:: Your task ::
Every line below that mentions the word "cover" should be copied out.

───── Data under study

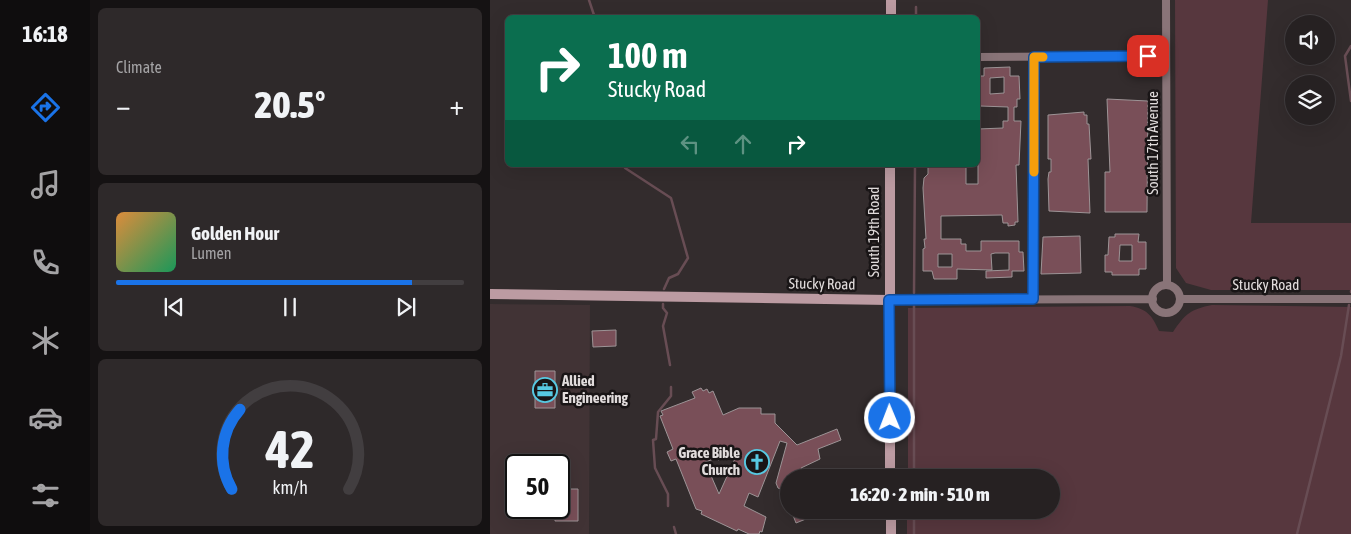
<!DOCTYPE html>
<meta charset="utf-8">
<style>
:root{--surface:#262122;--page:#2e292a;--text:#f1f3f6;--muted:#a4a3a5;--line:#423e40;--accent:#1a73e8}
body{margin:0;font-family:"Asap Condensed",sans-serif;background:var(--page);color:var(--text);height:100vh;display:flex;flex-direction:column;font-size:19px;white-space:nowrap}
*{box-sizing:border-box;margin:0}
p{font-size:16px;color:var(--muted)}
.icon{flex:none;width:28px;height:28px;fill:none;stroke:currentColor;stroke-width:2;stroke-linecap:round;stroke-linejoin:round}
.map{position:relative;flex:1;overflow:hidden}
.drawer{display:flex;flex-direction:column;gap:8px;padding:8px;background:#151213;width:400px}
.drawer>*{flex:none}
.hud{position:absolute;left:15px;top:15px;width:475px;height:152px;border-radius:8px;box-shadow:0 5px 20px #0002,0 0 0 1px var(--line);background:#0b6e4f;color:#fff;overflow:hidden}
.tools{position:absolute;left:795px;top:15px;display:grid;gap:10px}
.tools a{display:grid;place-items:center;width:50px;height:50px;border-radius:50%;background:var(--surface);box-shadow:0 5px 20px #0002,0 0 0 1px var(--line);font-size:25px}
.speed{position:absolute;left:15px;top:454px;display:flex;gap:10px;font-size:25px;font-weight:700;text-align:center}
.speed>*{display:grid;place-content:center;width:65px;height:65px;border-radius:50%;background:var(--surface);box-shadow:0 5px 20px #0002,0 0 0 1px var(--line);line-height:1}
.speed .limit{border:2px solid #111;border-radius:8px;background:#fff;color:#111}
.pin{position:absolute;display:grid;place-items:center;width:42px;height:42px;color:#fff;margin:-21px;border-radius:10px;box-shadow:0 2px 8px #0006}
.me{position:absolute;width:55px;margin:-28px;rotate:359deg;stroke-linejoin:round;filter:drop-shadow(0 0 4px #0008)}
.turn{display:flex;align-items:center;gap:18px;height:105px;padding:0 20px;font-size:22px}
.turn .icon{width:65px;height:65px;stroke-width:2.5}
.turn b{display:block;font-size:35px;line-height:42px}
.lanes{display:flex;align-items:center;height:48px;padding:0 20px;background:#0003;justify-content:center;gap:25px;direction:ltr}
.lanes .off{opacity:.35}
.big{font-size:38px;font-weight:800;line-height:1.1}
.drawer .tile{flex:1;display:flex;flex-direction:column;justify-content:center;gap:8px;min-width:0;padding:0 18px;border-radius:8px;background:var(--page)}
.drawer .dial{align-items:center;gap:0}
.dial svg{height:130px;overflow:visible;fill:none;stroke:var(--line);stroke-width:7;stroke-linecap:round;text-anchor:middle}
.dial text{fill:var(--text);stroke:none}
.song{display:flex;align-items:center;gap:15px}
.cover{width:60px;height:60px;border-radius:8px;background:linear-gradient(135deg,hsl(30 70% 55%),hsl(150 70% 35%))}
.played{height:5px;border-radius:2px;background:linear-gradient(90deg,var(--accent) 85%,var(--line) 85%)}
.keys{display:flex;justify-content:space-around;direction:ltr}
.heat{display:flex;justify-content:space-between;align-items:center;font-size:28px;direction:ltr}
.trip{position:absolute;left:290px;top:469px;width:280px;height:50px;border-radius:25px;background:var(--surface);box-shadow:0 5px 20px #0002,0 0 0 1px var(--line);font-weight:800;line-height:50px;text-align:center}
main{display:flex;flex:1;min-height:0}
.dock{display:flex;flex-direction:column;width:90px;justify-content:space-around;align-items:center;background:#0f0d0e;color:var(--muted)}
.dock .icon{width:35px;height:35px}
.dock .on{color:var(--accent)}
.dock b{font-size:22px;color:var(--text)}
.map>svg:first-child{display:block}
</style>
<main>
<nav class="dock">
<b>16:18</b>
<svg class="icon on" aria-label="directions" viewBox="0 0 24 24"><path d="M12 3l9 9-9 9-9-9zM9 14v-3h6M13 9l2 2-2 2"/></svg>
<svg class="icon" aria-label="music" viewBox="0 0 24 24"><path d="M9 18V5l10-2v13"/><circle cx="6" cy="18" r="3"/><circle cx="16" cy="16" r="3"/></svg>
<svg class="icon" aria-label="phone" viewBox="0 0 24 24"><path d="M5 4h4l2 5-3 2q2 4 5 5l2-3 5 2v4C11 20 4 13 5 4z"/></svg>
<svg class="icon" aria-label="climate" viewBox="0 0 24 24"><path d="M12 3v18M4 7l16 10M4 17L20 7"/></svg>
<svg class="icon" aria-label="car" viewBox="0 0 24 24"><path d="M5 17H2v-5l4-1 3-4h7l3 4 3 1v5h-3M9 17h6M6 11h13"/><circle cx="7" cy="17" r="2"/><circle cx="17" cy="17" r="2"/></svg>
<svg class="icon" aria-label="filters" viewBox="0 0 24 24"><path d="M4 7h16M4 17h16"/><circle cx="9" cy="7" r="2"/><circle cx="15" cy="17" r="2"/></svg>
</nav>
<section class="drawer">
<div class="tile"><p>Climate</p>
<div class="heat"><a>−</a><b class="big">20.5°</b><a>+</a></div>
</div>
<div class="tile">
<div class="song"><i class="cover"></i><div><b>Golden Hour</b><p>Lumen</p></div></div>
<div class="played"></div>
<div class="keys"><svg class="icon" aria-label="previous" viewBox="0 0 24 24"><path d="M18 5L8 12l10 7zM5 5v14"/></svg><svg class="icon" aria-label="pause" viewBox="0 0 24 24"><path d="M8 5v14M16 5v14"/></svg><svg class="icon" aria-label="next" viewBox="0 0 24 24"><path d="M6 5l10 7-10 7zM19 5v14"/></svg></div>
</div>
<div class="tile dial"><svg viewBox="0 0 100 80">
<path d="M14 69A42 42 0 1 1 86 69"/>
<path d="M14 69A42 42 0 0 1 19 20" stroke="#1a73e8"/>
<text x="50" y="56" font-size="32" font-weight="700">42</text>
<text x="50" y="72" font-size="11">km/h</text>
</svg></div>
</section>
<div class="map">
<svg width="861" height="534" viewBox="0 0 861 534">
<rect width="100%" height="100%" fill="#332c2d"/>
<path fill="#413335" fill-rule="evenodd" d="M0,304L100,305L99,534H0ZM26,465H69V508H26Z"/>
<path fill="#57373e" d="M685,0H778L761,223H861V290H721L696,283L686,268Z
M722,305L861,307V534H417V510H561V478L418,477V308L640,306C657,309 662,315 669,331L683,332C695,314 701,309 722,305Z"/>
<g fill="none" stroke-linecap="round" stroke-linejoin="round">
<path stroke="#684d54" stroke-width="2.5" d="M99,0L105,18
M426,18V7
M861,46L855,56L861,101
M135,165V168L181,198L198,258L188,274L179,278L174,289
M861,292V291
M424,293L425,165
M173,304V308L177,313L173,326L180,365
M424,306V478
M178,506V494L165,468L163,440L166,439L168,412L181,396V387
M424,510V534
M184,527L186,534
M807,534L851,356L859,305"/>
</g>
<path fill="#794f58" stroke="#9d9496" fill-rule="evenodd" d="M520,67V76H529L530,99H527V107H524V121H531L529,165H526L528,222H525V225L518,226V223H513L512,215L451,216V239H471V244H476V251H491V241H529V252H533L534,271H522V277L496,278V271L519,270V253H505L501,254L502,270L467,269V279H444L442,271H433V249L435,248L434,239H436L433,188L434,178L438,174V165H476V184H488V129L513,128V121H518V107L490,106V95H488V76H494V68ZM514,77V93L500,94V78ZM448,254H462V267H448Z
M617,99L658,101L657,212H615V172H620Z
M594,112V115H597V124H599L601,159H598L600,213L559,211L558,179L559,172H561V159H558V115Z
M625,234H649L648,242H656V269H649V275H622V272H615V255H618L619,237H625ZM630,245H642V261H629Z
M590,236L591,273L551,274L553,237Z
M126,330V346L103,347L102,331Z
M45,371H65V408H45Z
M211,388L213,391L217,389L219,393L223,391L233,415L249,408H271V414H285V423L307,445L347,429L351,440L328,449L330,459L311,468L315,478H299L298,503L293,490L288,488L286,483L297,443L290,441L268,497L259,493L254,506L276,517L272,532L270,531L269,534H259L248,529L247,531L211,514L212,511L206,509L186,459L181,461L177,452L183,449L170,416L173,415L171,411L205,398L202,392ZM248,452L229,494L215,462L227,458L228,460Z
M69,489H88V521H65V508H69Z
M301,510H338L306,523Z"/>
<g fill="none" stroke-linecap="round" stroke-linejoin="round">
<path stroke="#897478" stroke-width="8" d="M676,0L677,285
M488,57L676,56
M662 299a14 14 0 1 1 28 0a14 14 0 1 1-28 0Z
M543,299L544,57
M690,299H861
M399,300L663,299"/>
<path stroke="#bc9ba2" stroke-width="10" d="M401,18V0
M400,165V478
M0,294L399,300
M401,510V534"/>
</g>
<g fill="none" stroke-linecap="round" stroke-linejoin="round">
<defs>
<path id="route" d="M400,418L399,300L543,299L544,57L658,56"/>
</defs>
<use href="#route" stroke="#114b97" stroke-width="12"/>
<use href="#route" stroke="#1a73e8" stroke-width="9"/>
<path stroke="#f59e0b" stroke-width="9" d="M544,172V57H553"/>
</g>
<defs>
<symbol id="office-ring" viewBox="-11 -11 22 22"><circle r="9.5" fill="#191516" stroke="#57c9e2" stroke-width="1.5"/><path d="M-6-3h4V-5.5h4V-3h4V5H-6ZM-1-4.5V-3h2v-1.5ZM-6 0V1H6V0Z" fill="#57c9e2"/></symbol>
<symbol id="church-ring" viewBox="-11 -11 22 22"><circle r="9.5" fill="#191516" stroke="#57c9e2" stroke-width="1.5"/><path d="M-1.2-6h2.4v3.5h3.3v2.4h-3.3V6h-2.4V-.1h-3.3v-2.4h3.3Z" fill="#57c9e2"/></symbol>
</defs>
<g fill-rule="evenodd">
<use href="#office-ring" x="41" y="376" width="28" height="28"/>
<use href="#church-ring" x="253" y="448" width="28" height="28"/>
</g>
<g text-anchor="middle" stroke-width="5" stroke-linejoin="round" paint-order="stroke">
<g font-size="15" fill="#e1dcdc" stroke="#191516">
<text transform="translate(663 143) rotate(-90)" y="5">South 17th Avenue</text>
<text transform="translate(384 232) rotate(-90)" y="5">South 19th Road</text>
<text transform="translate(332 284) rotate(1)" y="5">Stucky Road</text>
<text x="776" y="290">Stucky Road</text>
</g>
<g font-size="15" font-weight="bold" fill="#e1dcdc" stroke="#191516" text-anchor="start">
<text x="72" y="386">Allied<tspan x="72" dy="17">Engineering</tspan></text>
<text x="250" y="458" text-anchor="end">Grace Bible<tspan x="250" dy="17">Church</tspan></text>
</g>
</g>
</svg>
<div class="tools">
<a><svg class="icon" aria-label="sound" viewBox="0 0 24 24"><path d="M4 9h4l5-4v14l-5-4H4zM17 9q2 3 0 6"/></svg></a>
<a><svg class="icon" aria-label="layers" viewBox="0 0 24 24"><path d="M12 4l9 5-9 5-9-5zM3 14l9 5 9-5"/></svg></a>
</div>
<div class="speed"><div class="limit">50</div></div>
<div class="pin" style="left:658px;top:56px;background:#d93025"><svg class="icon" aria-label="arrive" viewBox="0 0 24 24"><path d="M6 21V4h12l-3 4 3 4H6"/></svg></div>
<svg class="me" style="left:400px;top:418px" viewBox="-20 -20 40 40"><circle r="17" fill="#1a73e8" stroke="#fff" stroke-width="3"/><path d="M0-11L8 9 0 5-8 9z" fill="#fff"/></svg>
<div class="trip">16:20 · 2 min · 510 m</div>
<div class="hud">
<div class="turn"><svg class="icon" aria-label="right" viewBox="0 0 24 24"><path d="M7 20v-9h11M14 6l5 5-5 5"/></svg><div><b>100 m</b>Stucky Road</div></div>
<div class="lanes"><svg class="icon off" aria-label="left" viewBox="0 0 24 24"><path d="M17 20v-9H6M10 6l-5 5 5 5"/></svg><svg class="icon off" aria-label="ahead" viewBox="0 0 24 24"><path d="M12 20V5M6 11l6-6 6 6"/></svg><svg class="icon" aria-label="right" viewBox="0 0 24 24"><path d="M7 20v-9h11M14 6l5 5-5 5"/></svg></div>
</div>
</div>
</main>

──────────

:: Solution below ::
.cover{width:60px;height:60px;border-radius:8px;background:linear-gradient(135deg,hsl(30 70% 55%),hsl(150 70% 35%))}
<div class="song"><i class="cover"></i><div><b>Golden Hour</b><p>Lumen</p></div></div>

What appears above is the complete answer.